Source material:
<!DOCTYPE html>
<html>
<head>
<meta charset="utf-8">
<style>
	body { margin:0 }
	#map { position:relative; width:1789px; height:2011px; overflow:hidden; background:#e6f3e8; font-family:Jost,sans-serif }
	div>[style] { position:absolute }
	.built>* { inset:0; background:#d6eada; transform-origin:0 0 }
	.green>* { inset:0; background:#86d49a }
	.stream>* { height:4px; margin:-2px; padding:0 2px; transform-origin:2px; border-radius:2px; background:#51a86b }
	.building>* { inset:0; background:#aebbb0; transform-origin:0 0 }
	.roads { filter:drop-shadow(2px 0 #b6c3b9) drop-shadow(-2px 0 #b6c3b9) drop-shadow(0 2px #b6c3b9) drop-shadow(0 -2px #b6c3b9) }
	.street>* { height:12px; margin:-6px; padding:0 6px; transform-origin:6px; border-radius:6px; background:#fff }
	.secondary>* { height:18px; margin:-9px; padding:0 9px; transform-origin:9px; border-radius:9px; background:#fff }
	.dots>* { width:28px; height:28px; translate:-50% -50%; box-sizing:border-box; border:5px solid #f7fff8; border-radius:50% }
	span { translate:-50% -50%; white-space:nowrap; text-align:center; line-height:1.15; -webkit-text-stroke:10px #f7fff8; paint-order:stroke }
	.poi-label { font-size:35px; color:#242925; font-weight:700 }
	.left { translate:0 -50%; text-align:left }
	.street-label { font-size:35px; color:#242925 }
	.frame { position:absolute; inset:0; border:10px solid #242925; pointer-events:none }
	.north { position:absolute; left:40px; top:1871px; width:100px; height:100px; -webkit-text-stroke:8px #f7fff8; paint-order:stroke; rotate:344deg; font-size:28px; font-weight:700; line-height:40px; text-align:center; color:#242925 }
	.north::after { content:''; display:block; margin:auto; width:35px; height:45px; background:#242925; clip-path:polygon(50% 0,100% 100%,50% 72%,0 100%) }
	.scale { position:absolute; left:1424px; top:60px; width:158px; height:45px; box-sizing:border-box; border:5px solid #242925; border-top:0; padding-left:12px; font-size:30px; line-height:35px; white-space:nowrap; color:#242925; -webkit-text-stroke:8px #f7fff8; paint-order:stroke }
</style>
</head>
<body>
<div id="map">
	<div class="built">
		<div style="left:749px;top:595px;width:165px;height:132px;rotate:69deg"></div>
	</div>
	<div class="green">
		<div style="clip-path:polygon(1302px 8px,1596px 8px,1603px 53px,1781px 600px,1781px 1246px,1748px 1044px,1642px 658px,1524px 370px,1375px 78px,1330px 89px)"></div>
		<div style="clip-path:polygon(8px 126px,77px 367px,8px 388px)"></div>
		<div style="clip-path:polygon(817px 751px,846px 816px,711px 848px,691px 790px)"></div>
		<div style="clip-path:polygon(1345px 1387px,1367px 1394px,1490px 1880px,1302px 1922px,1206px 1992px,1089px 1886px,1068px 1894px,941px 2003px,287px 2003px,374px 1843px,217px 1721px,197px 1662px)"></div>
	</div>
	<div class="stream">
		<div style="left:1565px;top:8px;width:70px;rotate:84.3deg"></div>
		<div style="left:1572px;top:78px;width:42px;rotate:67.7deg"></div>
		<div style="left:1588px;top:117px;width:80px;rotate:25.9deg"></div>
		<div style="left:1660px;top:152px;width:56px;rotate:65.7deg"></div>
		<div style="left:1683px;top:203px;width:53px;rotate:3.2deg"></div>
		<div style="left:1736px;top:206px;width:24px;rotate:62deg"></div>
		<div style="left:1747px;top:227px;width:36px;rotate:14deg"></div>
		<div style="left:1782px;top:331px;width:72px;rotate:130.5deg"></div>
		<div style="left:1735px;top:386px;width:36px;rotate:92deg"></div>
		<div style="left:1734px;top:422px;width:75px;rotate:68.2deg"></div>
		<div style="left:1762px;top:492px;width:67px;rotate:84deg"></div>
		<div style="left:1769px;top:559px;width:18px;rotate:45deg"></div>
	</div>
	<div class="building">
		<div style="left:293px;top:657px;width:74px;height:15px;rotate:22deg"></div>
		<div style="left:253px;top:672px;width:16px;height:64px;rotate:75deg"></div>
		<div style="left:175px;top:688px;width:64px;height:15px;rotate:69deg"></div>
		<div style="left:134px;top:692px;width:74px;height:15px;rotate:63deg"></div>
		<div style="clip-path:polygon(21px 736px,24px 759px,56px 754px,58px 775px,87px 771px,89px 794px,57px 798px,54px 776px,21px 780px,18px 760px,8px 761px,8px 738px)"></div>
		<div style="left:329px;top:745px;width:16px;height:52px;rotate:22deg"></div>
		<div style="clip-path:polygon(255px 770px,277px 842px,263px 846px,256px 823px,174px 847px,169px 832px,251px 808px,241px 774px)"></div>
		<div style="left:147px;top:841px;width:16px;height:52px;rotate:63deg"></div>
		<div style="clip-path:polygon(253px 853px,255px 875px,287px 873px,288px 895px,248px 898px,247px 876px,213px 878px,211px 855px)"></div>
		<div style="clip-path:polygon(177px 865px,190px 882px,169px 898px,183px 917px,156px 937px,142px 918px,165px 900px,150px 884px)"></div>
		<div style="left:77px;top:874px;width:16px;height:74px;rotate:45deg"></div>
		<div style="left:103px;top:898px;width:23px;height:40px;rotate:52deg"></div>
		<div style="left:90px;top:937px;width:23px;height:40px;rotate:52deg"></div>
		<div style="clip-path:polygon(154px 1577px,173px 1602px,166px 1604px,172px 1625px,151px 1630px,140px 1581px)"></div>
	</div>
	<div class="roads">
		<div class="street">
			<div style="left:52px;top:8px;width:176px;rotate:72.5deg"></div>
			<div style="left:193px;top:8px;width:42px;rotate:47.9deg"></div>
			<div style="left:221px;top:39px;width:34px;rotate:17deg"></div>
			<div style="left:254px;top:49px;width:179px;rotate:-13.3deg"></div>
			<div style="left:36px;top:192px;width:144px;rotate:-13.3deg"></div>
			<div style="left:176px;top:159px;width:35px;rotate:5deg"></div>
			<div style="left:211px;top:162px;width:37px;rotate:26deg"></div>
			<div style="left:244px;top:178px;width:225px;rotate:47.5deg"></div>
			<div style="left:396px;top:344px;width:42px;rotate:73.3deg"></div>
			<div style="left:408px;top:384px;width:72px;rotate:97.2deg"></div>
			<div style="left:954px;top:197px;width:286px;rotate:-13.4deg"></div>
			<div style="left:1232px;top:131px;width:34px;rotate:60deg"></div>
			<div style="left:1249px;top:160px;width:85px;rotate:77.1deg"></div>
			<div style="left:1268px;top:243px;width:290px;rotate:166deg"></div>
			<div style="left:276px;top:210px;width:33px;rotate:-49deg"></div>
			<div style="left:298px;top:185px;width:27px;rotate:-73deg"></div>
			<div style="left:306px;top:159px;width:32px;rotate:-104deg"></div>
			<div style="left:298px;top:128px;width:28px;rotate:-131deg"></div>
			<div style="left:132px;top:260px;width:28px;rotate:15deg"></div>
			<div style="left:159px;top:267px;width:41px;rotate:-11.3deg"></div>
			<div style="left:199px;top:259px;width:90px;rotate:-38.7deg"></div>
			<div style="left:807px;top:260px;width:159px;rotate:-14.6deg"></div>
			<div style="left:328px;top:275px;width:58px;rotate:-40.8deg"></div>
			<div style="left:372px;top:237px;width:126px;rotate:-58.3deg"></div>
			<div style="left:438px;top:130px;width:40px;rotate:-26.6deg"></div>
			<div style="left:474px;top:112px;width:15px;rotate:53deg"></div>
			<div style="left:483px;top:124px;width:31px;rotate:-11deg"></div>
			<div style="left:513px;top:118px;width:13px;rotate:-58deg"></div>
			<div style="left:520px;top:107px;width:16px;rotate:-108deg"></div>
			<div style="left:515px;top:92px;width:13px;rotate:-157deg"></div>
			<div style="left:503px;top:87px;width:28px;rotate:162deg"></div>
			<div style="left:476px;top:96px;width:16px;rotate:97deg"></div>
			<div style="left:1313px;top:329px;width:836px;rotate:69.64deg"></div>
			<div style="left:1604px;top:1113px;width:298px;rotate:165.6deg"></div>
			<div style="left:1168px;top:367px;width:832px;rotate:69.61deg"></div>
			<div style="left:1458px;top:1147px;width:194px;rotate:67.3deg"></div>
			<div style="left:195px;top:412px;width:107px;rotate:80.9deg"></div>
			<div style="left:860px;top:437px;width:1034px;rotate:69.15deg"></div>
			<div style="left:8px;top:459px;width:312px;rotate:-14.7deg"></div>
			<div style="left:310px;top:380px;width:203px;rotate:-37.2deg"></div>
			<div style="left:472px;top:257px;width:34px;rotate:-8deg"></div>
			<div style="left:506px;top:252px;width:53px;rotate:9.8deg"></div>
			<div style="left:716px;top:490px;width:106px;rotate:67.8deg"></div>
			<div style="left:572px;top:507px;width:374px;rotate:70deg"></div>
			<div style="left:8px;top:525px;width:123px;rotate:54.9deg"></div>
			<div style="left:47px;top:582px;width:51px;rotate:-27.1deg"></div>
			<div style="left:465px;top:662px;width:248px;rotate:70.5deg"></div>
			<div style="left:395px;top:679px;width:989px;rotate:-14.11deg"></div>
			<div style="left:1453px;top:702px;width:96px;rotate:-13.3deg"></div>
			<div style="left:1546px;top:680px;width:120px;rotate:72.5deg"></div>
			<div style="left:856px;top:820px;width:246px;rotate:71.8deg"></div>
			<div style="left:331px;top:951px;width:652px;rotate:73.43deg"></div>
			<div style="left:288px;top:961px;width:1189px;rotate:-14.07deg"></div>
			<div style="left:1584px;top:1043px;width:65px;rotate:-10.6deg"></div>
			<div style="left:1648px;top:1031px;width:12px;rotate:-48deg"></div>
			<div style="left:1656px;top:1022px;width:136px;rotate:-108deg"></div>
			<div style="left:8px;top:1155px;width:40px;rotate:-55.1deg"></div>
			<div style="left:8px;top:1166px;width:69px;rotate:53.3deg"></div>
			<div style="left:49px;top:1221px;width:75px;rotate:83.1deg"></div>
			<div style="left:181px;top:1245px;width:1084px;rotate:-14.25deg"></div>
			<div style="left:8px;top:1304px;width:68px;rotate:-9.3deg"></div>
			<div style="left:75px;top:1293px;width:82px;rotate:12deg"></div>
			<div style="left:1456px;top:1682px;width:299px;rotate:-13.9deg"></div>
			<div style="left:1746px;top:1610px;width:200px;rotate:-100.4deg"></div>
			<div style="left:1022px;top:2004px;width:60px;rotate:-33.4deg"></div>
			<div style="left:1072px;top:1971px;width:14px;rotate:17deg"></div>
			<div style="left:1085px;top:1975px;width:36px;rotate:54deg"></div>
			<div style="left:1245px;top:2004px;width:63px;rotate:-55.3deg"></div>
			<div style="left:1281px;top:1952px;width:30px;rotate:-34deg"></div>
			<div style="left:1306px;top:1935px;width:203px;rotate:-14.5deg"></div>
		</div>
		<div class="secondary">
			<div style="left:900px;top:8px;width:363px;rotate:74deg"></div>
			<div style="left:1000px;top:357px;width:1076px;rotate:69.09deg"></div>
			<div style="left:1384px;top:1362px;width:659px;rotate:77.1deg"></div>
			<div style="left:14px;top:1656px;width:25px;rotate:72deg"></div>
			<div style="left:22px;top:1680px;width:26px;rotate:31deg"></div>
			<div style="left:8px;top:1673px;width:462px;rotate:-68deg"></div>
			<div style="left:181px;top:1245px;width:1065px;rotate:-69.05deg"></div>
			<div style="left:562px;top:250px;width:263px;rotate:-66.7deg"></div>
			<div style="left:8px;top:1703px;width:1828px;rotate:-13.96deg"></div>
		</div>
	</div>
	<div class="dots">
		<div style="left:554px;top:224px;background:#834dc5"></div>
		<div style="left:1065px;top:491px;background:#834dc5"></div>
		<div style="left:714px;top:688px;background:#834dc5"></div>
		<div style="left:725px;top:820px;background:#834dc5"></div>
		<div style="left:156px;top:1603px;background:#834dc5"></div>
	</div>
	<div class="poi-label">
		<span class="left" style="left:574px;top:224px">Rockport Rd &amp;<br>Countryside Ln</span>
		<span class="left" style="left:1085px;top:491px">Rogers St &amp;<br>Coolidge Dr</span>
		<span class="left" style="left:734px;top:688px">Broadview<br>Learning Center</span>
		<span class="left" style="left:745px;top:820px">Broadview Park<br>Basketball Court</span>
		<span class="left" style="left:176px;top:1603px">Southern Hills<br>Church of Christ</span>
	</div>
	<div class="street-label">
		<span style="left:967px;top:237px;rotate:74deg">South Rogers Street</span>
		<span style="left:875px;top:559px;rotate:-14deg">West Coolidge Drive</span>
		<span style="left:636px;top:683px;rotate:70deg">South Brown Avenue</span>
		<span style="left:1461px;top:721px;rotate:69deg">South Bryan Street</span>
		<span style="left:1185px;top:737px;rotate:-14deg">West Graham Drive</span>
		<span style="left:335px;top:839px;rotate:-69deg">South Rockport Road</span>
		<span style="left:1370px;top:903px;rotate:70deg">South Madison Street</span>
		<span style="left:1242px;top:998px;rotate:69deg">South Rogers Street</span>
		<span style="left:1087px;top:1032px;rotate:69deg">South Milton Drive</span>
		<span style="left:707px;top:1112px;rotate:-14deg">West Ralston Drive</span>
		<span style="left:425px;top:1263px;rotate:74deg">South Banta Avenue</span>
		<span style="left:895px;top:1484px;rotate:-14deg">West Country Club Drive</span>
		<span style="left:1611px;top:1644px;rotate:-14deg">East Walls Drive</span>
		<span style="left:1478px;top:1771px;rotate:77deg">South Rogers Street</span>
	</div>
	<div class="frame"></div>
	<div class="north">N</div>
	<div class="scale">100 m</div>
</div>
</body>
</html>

What is being asked:
Give back exactly the material above from its opening line to the line bearing "content:''; display:block; margin:auto;".

Response box:
<!DOCTYPE html>
<html>
<head>
<meta charset="utf-8">
<style>
	body { margin:0 }
	#map { position:relative; width:1789px; height:2011px; overflow:hidden; background:#e6f3e8; font-family:Jost,sans-serif }
	div>[style] { position:absolute }
	.built>* { inset:0; background:#d6eada; transform-origin:0 0 }
	.green>* { inset:0; background:#86d49a }
	.stream>* { height:4px; margin:-2px; padding:0 2px; transform-origin:2px; border-radius:2px; background:#51a86b }
	.building>* { inset:0; background:#aebbb0; transform-origin:0 0 }
	.roads { filter:drop-shadow(2px 0 #b6c3b9) drop-shadow(-2px 0 #b6c3b9) drop-shadow(0 2px #b6c3b9) drop-shadow(0 -2px #b6c3b9) }
	.street>* { height:12px; margin:-6px; padding:0 6px; transform-origin:6px; border-radius:6px; background:#fff }
	.secondary>* { height:18px; margin:-9px; padding:0 9px; transform-origin:9px; border-radius:9px; background:#fff }
	.dots>* { width:28px; height:28px; translate:-50% -50%; box-sizing:border-box; border:5px solid #f7fff8; border-radius:50% }
	span { translate:-50% -50%; white-space:nowrap; text-align:center; line-height:1.15; -webkit-text-stroke:10px #f7fff8; paint-order:stroke }
	.poi-label { font-size:35px; color:#242925; font-weight:700 }
	.left { translate:0 -50%; text-align:left }
	.street-label { font-size:35px; color:#242925 }
	.frame { position:absolute; inset:0; border:10px solid #242925; pointer-events:none }
	.north { position:absolute; left:40px; top:1871px; width:100px; height:100px; -webkit-text-stroke:8px #f7fff8; paint-order:stroke; rotate:344deg; font-size:28px; font-weight:700; line-height:40px; text-align:center; color:#242925 }
	.north::after { content:''; display:block; margin:auto; width:35px; height:45px; background:#242925; clip-path:polygon(50% 0,100% 100%,50% 72%,0 100%) }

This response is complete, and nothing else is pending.